* [Task description] Reproduce the entries word for word but drop every picture.

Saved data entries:
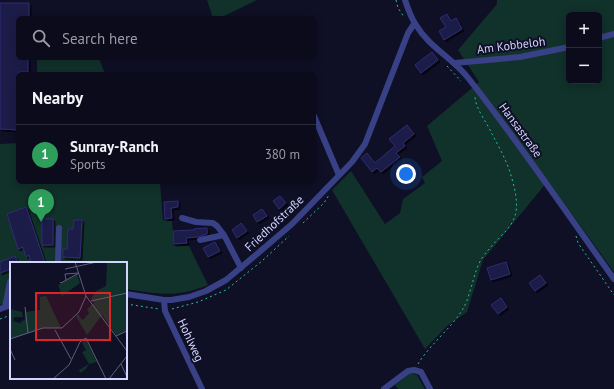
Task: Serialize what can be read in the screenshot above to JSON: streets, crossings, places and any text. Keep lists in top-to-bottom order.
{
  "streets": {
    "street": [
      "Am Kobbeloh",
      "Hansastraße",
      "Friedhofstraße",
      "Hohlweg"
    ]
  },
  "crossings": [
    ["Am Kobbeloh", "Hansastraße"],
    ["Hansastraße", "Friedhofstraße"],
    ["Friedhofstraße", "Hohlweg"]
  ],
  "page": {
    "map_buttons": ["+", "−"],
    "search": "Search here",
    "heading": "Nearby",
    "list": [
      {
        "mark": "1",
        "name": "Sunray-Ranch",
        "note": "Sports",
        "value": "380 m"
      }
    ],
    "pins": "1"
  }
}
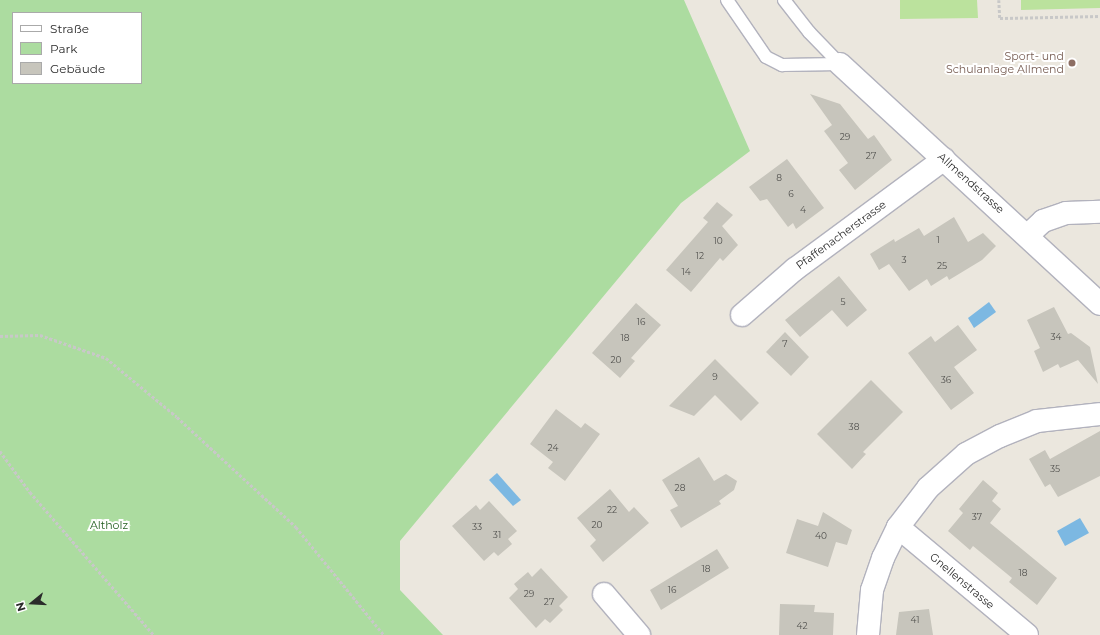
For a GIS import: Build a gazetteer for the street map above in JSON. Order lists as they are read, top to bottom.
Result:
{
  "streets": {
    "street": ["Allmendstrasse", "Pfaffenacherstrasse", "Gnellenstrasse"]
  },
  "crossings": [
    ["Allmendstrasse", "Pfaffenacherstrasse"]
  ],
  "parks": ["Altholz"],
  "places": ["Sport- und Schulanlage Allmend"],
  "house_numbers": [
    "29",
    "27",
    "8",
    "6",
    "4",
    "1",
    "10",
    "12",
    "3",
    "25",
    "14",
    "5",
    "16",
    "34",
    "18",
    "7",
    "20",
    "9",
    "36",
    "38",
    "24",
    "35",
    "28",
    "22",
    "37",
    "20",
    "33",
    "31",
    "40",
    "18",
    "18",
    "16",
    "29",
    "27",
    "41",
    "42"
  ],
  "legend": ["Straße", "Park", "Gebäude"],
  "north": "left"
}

* [Written solution]
Task: Serialize what can be read in the screenshot above to JSON: streets, crossings, places and any text. Keep lists in top-to-bottom order.
{
  "streets": {
    "street": [
      "Am Kobbeloh",
      "Hansastraße",
      "Friedhofstraße",
      "Hohlweg"
    ]
  },
  "crossings": [
    ["Am Kobbeloh", "Hansastraße"],
    ["Hansastraße", "Friedhofstraße"],
    ["Friedhofstraße", "Hohlweg"]
  ],
  "page": {
    "map_buttons": ["+", "−"],
    "search": "Search here",
    "heading": "Nearby",
    "list": [
      {
        "mark": "1",
        "name": "Sunray-Ranch",
        "note": "Sports",
        "value": "380 m"
      }
    ],
    "pins": "1"
  }
}
For a GIS import: Build a gazetteer for the street map above in JSON. Order lists as they are read, top to bottom.
Result:
{
  "streets": {
    "street": ["Allmendstrasse", "Pfaffenacherstrasse", "Gnellenstrasse"]
  },
  "crossings": [
    ["Allmendstrasse", "Pfaffenacherstrasse"]
  ],
  "parks": ["Altholz"],
  "places": ["Sport- und Schulanlage Allmend"],
  "house_numbers": [
    "29",
    "27",
    "8",
    "6",
    "4",
    "1",
    "10",
    "12",
    "3",
    "25",
    "14",
    "5",
    "16",
    "34",
    "18",
    "7",
    "20",
    "9",
    "36",
    "38",
    "24",
    "35",
    "28",
    "22",
    "37",
    "20",
    "33",
    "31",
    "40",
    "18",
    "18",
    "16",
    "29",
    "27",
    "41",
    "42"
  ],
  "legend": ["Straße", "Park", "Gebäude"],
  "north": "left"
}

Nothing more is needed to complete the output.